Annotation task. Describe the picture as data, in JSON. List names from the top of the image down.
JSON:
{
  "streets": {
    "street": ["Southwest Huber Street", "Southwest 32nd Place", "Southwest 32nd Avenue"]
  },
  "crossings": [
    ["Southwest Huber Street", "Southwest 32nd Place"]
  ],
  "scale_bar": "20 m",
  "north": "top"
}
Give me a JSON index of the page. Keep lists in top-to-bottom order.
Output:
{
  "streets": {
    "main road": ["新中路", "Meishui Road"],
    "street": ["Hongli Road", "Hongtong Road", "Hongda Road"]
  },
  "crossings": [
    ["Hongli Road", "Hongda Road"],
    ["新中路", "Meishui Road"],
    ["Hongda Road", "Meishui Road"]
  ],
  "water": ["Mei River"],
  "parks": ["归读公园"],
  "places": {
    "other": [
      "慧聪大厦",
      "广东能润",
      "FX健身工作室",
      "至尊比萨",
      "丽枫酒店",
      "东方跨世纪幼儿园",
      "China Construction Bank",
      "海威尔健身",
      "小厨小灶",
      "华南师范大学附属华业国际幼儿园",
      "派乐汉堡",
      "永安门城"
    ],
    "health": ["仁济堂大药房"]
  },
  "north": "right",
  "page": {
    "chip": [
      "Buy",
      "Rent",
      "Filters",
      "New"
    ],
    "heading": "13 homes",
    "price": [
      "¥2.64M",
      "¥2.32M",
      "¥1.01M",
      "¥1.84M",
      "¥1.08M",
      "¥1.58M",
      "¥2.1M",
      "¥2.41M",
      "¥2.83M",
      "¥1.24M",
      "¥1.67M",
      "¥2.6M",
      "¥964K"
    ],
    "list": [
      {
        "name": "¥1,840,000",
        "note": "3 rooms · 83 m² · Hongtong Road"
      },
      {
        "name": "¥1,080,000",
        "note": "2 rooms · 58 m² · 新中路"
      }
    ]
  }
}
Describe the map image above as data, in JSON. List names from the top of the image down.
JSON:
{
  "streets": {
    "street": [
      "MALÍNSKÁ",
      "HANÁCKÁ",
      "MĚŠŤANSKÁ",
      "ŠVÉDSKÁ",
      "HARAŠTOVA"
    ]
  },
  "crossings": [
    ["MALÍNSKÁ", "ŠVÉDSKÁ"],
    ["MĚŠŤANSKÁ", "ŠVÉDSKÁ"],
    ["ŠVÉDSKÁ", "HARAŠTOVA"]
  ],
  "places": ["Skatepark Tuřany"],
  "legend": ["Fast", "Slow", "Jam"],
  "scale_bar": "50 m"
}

+++

The expected output is each line of the records above that includes the word "Meishui".

Answer for this exercise -
    "main road": ["新中路", "Meishui Road"],
    ["新中路", "Meishui Road"],
    ["Hongda Road", "Meishui Road"]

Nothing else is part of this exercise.